**TASK ITEM**
Please output the entries below exactly as they are.

────

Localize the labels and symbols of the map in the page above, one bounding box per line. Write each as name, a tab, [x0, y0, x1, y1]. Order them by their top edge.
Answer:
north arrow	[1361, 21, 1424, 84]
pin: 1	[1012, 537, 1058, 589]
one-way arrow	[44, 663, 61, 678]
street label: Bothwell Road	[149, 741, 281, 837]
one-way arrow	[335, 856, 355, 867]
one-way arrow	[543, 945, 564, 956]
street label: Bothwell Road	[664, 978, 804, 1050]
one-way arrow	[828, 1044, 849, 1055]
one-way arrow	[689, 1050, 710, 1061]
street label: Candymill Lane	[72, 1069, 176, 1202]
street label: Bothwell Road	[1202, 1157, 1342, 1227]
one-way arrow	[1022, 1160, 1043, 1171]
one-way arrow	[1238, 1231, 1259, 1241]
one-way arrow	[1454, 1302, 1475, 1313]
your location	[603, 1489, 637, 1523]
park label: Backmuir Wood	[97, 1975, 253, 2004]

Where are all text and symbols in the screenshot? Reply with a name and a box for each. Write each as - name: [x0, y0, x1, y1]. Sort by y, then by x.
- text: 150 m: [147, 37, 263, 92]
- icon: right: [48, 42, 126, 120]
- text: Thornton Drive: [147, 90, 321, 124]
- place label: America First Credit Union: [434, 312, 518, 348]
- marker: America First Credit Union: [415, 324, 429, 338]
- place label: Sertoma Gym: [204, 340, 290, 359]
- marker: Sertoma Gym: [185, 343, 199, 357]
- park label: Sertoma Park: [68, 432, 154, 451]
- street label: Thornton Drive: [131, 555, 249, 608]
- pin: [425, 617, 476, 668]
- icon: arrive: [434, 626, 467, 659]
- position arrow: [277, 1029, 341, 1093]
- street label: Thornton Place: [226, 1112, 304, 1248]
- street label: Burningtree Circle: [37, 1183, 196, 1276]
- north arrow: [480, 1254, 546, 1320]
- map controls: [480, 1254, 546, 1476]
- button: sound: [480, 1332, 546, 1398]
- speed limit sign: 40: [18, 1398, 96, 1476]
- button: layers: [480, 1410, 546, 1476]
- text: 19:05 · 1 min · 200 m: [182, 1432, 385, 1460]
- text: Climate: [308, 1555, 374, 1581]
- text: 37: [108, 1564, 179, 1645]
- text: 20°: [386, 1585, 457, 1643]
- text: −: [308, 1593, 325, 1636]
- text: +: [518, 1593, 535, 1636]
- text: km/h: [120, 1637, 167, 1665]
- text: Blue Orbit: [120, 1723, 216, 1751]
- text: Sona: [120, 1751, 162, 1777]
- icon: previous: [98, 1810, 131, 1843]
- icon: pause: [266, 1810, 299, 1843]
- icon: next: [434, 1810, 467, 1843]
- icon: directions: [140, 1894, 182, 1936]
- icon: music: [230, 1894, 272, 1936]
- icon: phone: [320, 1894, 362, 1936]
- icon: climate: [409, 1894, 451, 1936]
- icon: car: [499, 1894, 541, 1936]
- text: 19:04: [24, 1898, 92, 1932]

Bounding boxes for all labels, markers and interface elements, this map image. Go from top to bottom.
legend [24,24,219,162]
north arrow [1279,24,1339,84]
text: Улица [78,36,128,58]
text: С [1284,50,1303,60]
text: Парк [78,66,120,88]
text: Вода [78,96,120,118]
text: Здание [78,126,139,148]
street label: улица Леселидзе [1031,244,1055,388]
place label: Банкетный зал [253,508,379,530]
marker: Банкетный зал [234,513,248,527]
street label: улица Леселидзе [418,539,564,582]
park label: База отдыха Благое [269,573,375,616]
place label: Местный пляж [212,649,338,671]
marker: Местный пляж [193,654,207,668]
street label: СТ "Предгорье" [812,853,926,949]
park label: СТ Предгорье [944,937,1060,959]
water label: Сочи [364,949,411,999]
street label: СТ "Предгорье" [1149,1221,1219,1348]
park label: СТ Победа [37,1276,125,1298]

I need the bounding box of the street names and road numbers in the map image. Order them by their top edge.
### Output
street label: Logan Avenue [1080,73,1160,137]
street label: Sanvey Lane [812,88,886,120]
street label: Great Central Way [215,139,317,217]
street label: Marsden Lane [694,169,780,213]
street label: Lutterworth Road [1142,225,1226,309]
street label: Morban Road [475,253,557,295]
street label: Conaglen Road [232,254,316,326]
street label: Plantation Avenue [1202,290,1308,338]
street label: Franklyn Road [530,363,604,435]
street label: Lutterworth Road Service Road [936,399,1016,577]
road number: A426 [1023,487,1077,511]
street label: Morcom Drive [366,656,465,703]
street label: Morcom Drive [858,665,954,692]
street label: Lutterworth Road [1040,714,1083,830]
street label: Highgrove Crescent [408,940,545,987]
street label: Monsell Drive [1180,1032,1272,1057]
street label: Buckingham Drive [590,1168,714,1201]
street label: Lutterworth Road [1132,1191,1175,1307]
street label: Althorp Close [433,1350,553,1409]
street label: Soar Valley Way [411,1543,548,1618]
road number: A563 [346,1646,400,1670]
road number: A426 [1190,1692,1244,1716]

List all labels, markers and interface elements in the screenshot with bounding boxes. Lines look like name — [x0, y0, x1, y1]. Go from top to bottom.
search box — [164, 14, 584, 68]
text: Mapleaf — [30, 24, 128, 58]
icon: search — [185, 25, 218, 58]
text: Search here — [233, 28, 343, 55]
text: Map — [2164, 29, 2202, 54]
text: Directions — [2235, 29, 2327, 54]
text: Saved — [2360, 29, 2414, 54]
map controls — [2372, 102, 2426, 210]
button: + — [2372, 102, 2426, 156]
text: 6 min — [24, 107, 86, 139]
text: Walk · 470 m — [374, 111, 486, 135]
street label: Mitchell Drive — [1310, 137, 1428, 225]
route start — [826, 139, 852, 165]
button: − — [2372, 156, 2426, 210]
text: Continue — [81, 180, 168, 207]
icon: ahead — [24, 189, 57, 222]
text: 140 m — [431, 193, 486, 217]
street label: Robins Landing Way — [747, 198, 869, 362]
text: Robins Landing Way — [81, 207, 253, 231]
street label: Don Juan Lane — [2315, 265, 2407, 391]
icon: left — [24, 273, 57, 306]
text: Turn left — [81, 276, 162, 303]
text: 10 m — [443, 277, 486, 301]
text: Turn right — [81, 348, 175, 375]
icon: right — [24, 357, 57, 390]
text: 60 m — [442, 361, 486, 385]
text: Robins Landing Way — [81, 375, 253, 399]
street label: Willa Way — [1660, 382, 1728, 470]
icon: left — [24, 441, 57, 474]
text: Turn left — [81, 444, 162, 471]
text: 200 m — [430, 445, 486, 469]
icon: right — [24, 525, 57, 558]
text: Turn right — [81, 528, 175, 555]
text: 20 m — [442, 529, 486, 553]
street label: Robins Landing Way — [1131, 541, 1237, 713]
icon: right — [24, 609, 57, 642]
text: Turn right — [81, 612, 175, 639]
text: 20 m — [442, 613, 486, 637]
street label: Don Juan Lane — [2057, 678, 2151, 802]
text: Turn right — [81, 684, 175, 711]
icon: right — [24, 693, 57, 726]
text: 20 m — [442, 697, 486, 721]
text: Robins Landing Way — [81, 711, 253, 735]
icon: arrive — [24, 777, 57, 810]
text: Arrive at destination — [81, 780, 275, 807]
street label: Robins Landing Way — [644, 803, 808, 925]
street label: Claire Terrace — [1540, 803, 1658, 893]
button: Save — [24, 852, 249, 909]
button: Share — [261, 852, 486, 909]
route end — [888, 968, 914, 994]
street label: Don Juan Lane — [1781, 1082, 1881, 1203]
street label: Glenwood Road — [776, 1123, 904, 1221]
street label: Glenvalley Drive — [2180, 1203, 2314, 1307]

────

**SOLUTION FOR THIS PROBLEM**
Localize the labels and symbols of the map in the page above, one bounding box per line. Write each as name, a tab, [x0, y0, x1, y1]. Order them by their top edge.
Answer:
north arrow	[1361, 21, 1424, 84]
pin: 1	[1012, 537, 1058, 589]
one-way arrow	[44, 663, 61, 678]
street label: Bothwell Road	[149, 741, 281, 837]
one-way arrow	[335, 856, 355, 867]
one-way arrow	[543, 945, 564, 956]
street label: Bothwell Road	[664, 978, 804, 1050]
one-way arrow	[828, 1044, 849, 1055]
one-way arrow	[689, 1050, 710, 1061]
street label: Candymill Lane	[72, 1069, 176, 1202]
street label: Bothwell Road	[1202, 1157, 1342, 1227]
one-way arrow	[1022, 1160, 1043, 1171]
one-way arrow	[1238, 1231, 1259, 1241]
one-way arrow	[1454, 1302, 1475, 1313]
your location	[603, 1489, 637, 1523]
park label: Backmuir Wood	[97, 1975, 253, 2004]

Where are all text and symbols in the screenshot? Reply with a name and a box for each. Write each as - name: [x0, y0, x1, y1]. Sort by y, then by x.
- text: 150 m: [147, 37, 263, 92]
- icon: right: [48, 42, 126, 120]
- text: Thornton Drive: [147, 90, 321, 124]
- place label: America First Credit Union: [434, 312, 518, 348]
- marker: America First Credit Union: [415, 324, 429, 338]
- place label: Sertoma Gym: [204, 340, 290, 359]
- marker: Sertoma Gym: [185, 343, 199, 357]
- park label: Sertoma Park: [68, 432, 154, 451]
- street label: Thornton Drive: [131, 555, 249, 608]
- pin: [425, 617, 476, 668]
- icon: arrive: [434, 626, 467, 659]
- position arrow: [277, 1029, 341, 1093]
- street label: Thornton Place: [226, 1112, 304, 1248]
- street label: Burningtree Circle: [37, 1183, 196, 1276]
- north arrow: [480, 1254, 546, 1320]
- map controls: [480, 1254, 546, 1476]
- button: sound: [480, 1332, 546, 1398]
- speed limit sign: 40: [18, 1398, 96, 1476]
- button: layers: [480, 1410, 546, 1476]
- text: 19:05 · 1 min · 200 m: [182, 1432, 385, 1460]
- text: Climate: [308, 1555, 374, 1581]
- text: 37: [108, 1564, 179, 1645]
- text: 20°: [386, 1585, 457, 1643]
- text: −: [308, 1593, 325, 1636]
- text: +: [518, 1593, 535, 1636]
- text: km/h: [120, 1637, 167, 1665]
- text: Blue Orbit: [120, 1723, 216, 1751]
- text: Sona: [120, 1751, 162, 1777]
- icon: previous: [98, 1810, 131, 1843]
- icon: pause: [266, 1810, 299, 1843]
- icon: next: [434, 1810, 467, 1843]
- icon: directions: [140, 1894, 182, 1936]
- icon: music: [230, 1894, 272, 1936]
- icon: phone: [320, 1894, 362, 1936]
- icon: climate: [409, 1894, 451, 1936]
- icon: car: [499, 1894, 541, 1936]
- text: 19:04: [24, 1898, 92, 1932]

Bounding boxes for all labels, markers and interface elements, this map image. Go from top to bottom.
legend [24,24,219,162]
north arrow [1279,24,1339,84]
text: Улица [78,36,128,58]
text: С [1284,50,1303,60]
text: Парк [78,66,120,88]
text: Вода [78,96,120,118]
text: Здание [78,126,139,148]
street label: улица Леселидзе [1031,244,1055,388]
place label: Банкетный зал [253,508,379,530]
marker: Банкетный зал [234,513,248,527]
street label: улица Леселидзе [418,539,564,582]
park label: База отдыха Благое [269,573,375,616]
place label: Местный пляж [212,649,338,671]
marker: Местный пляж [193,654,207,668]
street label: СТ "Предгорье" [812,853,926,949]
park label: СТ Предгорье [944,937,1060,959]
water label: Сочи [364,949,411,999]
street label: СТ "Предгорье" [1149,1221,1219,1348]
park label: СТ Победа [37,1276,125,1298]

I need the bounding box of the street names and road numbers in the map image. Order them by their top edge.
### Output
street label: Logan Avenue [1080,73,1160,137]
street label: Sanvey Lane [812,88,886,120]
street label: Great Central Way [215,139,317,217]
street label: Marsden Lane [694,169,780,213]
street label: Lutterworth Road [1142,225,1226,309]
street label: Morban Road [475,253,557,295]
street label: Conaglen Road [232,254,316,326]
street label: Plantation Avenue [1202,290,1308,338]
street label: Franklyn Road [530,363,604,435]
street label: Lutterworth Road Service Road [936,399,1016,577]
road number: A426 [1023,487,1077,511]
street label: Morcom Drive [366,656,465,703]
street label: Morcom Drive [858,665,954,692]
street label: Lutterworth Road [1040,714,1083,830]
street label: Highgrove Crescent [408,940,545,987]
street label: Monsell Drive [1180,1032,1272,1057]
street label: Buckingham Drive [590,1168,714,1201]
street label: Lutterworth Road [1132,1191,1175,1307]
street label: Althorp Close [433,1350,553,1409]
street label: Soar Valley Way [411,1543,548,1618]
road number: A563 [346,1646,400,1670]
road number: A426 [1190,1692,1244,1716]

List all labels, markers and interface elements in the screenshot with bounding boxes. Lines look like name — [x0, y0, x1, y1]. Go from top to bottom.
search box — [164, 14, 584, 68]
text: Mapleaf — [30, 24, 128, 58]
icon: search — [185, 25, 218, 58]
text: Search here — [233, 28, 343, 55]
text: Map — [2164, 29, 2202, 54]
text: Directions — [2235, 29, 2327, 54]
text: Saved — [2360, 29, 2414, 54]
map controls — [2372, 102, 2426, 210]
button: + — [2372, 102, 2426, 156]
text: 6 min — [24, 107, 86, 139]
text: Walk · 470 m — [374, 111, 486, 135]
street label: Mitchell Drive — [1310, 137, 1428, 225]
route start — [826, 139, 852, 165]
button: − — [2372, 156, 2426, 210]
text: Continue — [81, 180, 168, 207]
icon: ahead — [24, 189, 57, 222]
text: 140 m — [431, 193, 486, 217]
street label: Robins Landing Way — [747, 198, 869, 362]
text: Robins Landing Way — [81, 207, 253, 231]
street label: Don Juan Lane — [2315, 265, 2407, 391]
icon: left — [24, 273, 57, 306]
text: Turn left — [81, 276, 162, 303]
text: 10 m — [443, 277, 486, 301]
text: Turn right — [81, 348, 175, 375]
icon: right — [24, 357, 57, 390]
text: 60 m — [442, 361, 486, 385]
text: Robins Landing Way — [81, 375, 253, 399]
street label: Willa Way — [1660, 382, 1728, 470]
icon: left — [24, 441, 57, 474]
text: Turn left — [81, 444, 162, 471]
text: 200 m — [430, 445, 486, 469]
icon: right — [24, 525, 57, 558]
text: Turn right — [81, 528, 175, 555]
text: 20 m — [442, 529, 486, 553]
street label: Robins Landing Way — [1131, 541, 1237, 713]
icon: right — [24, 609, 57, 642]
text: Turn right — [81, 612, 175, 639]
text: 20 m — [442, 613, 486, 637]
street label: Don Juan Lane — [2057, 678, 2151, 802]
text: Turn right — [81, 684, 175, 711]
icon: right — [24, 693, 57, 726]
text: 20 m — [442, 697, 486, 721]
text: Robins Landing Way — [81, 711, 253, 735]
icon: arrive — [24, 777, 57, 810]
text: Arrive at destination — [81, 780, 275, 807]
street label: Robins Landing Way — [644, 803, 808, 925]
street label: Claire Terrace — [1540, 803, 1658, 893]
button: Save — [24, 852, 249, 909]
button: Share — [261, 852, 486, 909]
route end — [888, 968, 914, 994]
street label: Don Juan Lane — [1781, 1082, 1881, 1203]
street label: Glenwood Road — [776, 1123, 904, 1221]
street label: Glenvalley Drive — [2180, 1203, 2314, 1307]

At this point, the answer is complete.